> _What you need to do_
Transcribe all of the records word for word, but omit the pictures.

Collected data entries:
^^^^
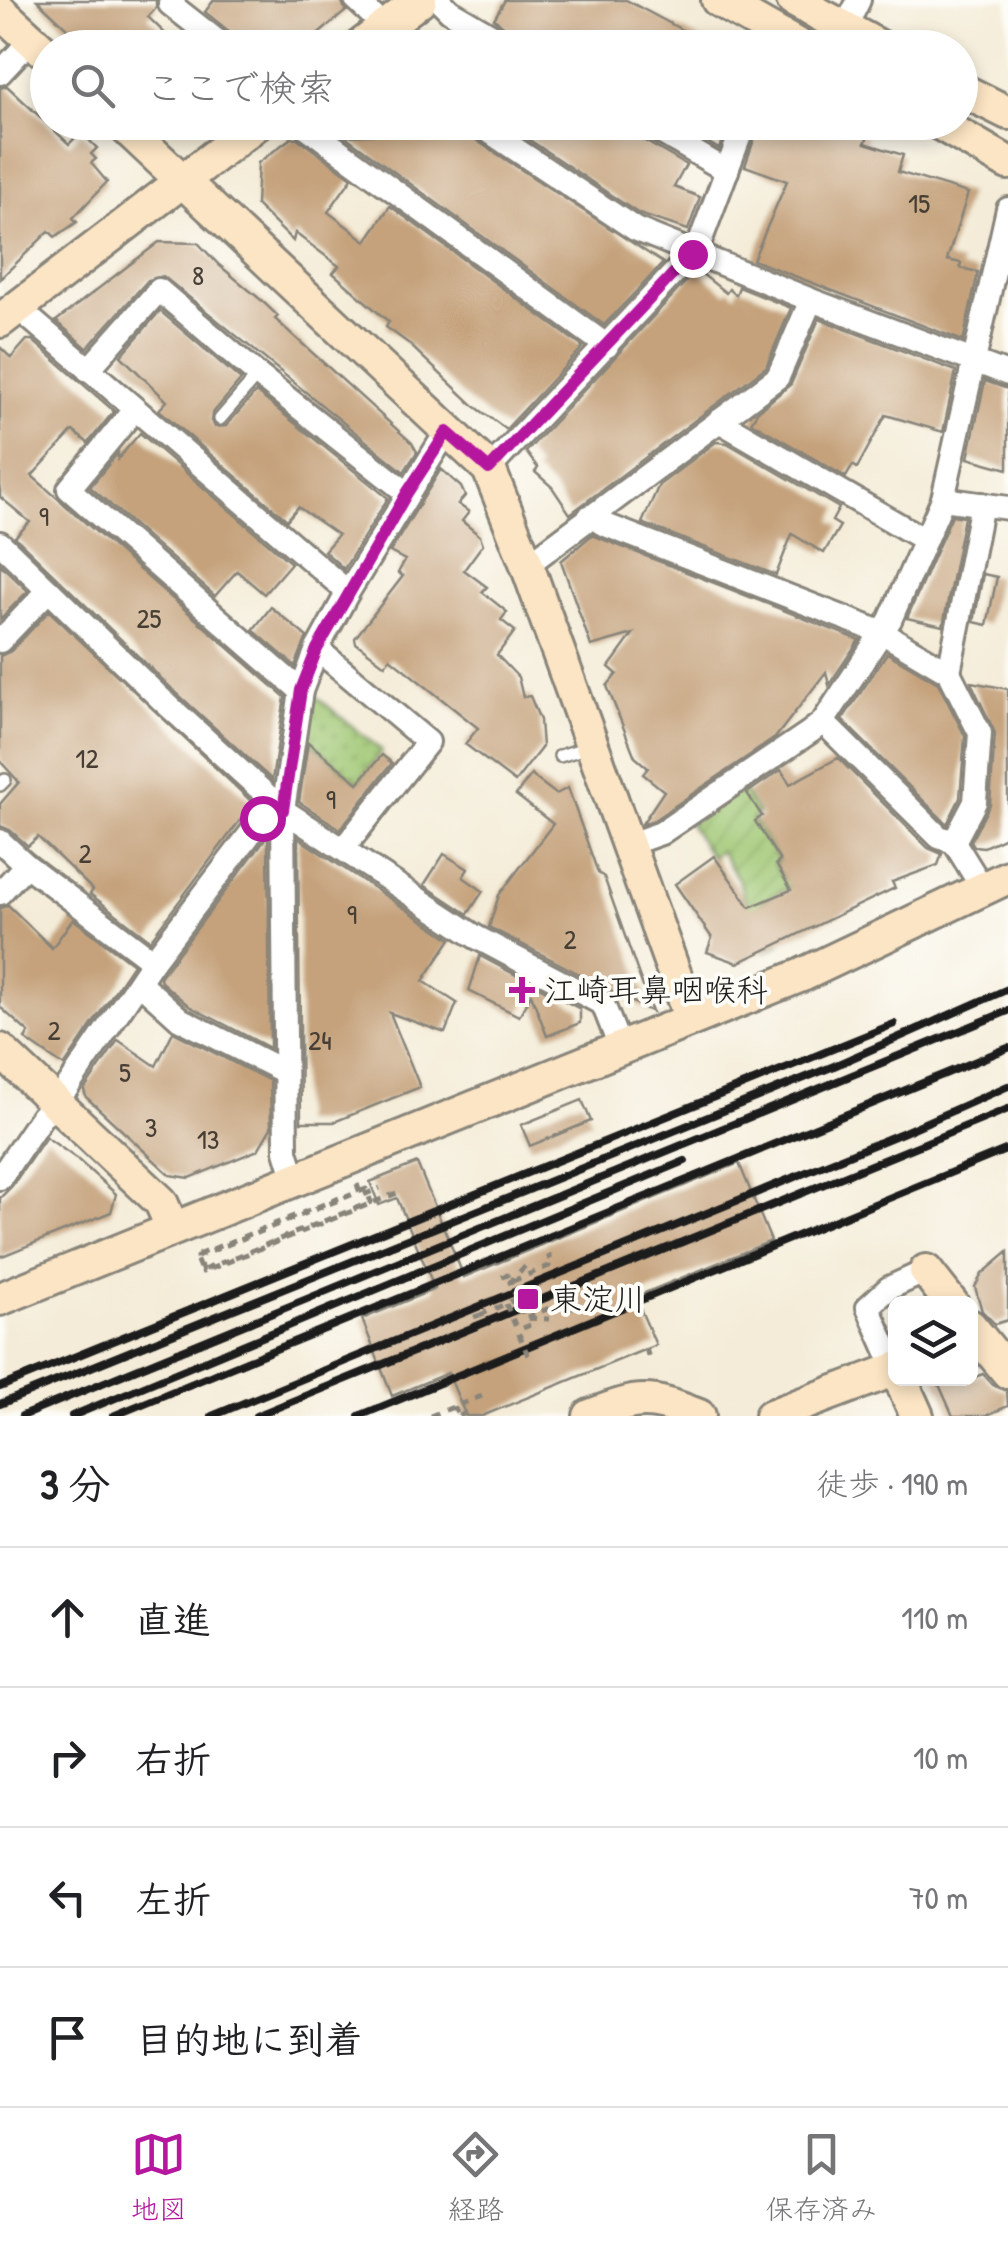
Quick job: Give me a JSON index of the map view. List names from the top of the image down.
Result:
{
  "places": {
    "health": ["江崎耳鼻咽喉科"],
    "transit": ["東淀川"]
  },
  "house_numbers": [
    "15",
    "8",
    "9",
    "25",
    "12",
    "9",
    "2",
    "9",
    "2",
    "2",
    "24",
    "5",
    "3",
    "13"
  ],
  "page": {
    "search": "ここで検索",
    "heading": ["3 分", "徒歩 · 190 m"],
    "list": [
      ["直進", "110 m"],
      ["右折", "10 m"],
      ["左折", "70 m"],
      "目的地に到着"
    ],
    "nav": ["地図", "経路", "保存済み"]
  }
}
^^^^
> _Response_
Quick job: Give me a JSON index of the map view. List names from the top of the image down.
Result:
{
  "places": {
    "health": ["江崎耳鼻咽喉科"],
    "transit": ["東淀川"]
  },
  "house_numbers": [
    "15",
    "8",
    "9",
    "25",
    "12",
    "9",
    "2",
    "9",
    "2",
    "2",
    "24",
    "5",
    "3",
    "13"
  ],
  "page": {
    "search": "ここで検索",
    "heading": ["3 分", "徒歩 · 190 m"],
    "list": [
      ["直進", "110 m"],
      ["右折", "10 m"],
      ["左折", "70 m"],
      "目的地に到着"
    ],
    "nav": ["地図", "経路", "保存済み"]
  }
}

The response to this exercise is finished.